◆ WORK REQUEST: The answer must be a single number: the count of lines in these records that hold "sizing".

◆ INPUT RECORDS:

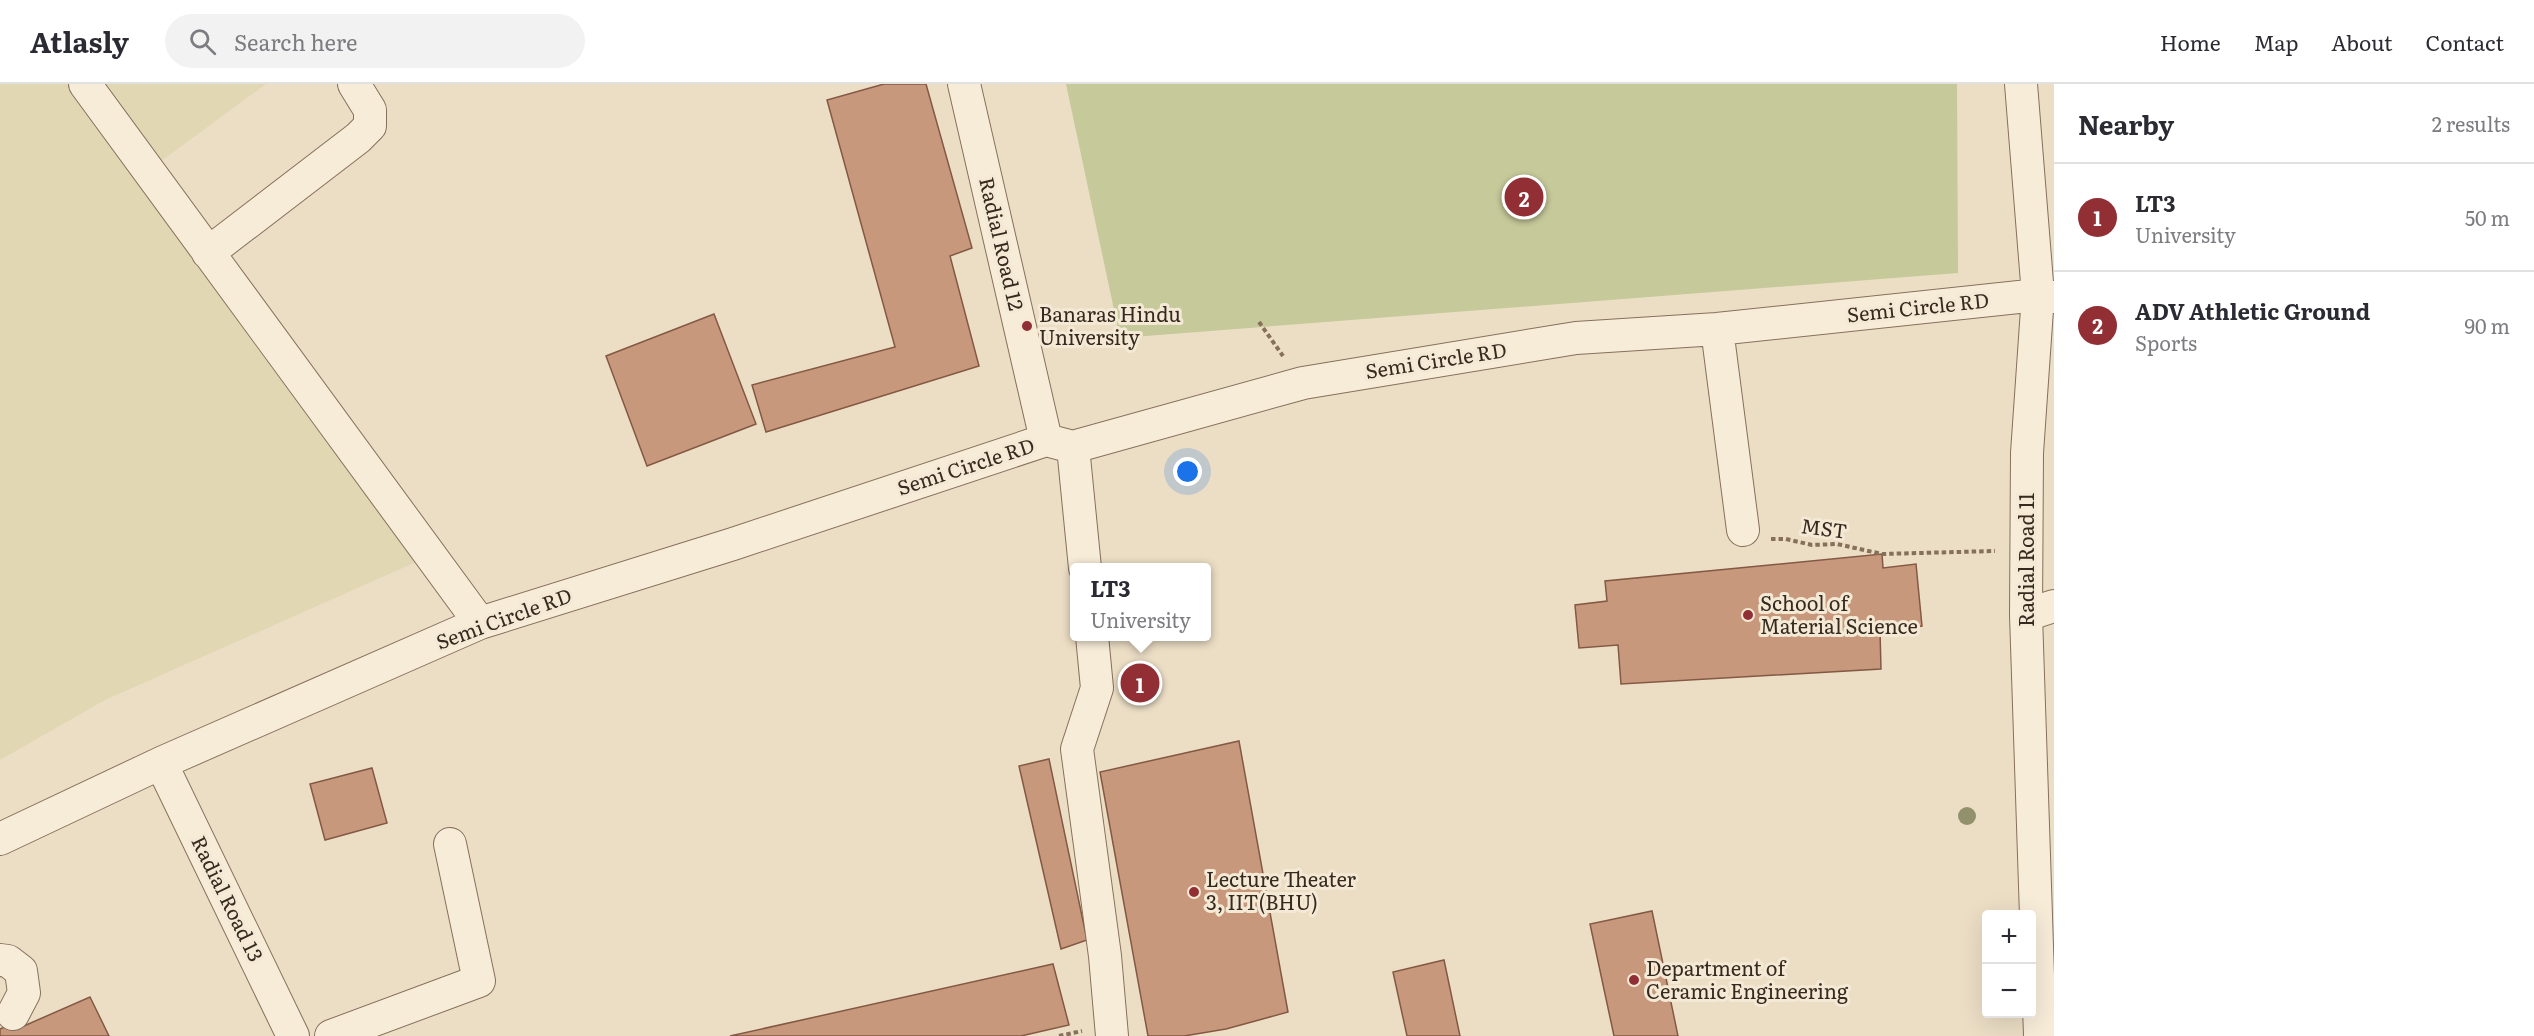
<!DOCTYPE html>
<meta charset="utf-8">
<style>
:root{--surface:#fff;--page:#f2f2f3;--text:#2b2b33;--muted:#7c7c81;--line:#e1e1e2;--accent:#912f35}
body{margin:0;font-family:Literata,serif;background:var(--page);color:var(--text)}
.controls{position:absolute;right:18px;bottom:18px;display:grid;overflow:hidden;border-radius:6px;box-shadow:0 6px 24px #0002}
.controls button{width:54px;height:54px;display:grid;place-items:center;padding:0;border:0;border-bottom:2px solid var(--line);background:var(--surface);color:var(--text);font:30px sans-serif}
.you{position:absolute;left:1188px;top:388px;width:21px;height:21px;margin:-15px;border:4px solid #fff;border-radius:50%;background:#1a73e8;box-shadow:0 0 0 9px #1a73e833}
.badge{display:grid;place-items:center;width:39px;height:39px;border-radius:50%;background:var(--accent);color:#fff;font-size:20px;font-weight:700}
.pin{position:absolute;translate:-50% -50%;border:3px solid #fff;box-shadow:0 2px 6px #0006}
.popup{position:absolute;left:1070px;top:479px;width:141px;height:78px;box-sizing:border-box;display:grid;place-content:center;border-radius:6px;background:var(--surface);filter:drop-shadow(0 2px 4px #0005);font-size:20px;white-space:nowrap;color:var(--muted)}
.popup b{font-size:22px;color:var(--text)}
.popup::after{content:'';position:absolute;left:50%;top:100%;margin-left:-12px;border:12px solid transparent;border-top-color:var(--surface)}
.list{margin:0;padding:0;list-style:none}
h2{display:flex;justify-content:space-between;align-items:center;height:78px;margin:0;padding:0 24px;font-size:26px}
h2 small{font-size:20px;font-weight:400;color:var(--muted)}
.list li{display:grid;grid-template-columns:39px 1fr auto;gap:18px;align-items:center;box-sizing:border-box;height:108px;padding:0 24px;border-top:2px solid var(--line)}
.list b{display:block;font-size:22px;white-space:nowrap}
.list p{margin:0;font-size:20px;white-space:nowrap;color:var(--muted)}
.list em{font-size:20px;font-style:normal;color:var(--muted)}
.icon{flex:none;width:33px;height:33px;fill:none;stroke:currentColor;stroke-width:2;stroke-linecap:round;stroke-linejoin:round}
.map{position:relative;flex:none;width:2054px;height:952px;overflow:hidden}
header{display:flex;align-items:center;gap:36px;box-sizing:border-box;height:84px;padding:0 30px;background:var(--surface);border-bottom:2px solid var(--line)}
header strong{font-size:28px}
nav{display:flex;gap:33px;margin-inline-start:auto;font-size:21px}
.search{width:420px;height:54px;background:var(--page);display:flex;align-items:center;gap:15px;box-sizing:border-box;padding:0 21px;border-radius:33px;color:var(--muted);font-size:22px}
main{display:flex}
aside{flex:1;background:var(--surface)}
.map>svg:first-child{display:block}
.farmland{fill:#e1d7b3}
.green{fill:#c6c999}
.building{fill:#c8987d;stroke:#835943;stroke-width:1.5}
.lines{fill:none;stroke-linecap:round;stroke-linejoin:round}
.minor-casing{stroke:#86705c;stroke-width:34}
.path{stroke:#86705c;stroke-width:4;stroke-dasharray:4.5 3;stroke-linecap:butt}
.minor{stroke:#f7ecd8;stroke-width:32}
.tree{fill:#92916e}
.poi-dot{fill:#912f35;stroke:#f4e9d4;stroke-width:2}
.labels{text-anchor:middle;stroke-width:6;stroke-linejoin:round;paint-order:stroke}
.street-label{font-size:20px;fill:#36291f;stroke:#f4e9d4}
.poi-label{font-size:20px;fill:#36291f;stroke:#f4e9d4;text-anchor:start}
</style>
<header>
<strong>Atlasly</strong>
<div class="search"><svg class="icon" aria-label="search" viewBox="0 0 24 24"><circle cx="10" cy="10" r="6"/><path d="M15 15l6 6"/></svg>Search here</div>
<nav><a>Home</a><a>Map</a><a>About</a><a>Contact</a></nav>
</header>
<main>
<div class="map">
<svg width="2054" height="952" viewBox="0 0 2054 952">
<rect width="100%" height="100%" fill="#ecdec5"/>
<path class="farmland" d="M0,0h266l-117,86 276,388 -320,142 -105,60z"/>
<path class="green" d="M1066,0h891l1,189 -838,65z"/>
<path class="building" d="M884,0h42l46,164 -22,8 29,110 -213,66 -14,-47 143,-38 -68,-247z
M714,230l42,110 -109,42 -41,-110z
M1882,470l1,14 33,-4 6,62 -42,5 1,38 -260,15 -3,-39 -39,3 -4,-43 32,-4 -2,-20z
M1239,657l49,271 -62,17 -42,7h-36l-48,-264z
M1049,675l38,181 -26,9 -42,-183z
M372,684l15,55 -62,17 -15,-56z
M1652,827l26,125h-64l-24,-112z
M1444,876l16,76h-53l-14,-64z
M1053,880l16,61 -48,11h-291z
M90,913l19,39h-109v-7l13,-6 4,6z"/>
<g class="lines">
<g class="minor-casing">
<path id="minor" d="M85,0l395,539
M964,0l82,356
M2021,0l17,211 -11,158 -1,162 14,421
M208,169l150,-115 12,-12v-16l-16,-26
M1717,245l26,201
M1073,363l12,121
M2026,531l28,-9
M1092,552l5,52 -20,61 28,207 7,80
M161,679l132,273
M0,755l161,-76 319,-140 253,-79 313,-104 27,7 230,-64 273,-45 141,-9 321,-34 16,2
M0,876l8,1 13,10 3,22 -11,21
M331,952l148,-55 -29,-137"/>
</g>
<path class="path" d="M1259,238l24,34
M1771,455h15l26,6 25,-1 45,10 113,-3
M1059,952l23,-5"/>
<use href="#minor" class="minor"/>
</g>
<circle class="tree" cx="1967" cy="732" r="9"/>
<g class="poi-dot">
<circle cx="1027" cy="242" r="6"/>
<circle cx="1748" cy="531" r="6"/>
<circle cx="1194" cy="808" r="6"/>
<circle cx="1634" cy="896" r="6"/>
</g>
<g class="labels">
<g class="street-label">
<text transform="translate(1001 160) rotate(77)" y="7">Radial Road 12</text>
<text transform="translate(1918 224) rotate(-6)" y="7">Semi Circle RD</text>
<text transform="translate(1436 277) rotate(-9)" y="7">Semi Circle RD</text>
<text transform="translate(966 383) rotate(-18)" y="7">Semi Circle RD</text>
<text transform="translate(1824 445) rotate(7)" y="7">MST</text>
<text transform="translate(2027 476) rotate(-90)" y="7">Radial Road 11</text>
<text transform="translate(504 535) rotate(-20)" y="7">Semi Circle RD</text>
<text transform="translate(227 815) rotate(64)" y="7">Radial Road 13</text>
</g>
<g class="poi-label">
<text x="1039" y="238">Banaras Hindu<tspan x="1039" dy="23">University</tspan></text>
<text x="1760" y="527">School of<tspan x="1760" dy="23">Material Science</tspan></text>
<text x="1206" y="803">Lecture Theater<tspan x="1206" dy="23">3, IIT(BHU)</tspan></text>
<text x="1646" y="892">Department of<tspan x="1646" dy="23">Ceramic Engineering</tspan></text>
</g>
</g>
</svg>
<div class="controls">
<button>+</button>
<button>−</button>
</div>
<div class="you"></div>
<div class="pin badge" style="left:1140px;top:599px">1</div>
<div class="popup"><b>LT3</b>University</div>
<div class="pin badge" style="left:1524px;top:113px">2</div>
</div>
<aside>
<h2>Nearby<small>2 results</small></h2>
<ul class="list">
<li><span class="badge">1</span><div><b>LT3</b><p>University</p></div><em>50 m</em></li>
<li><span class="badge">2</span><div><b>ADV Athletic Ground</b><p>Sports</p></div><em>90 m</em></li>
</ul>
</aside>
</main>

◆ PROBLEM SOLUTION: 4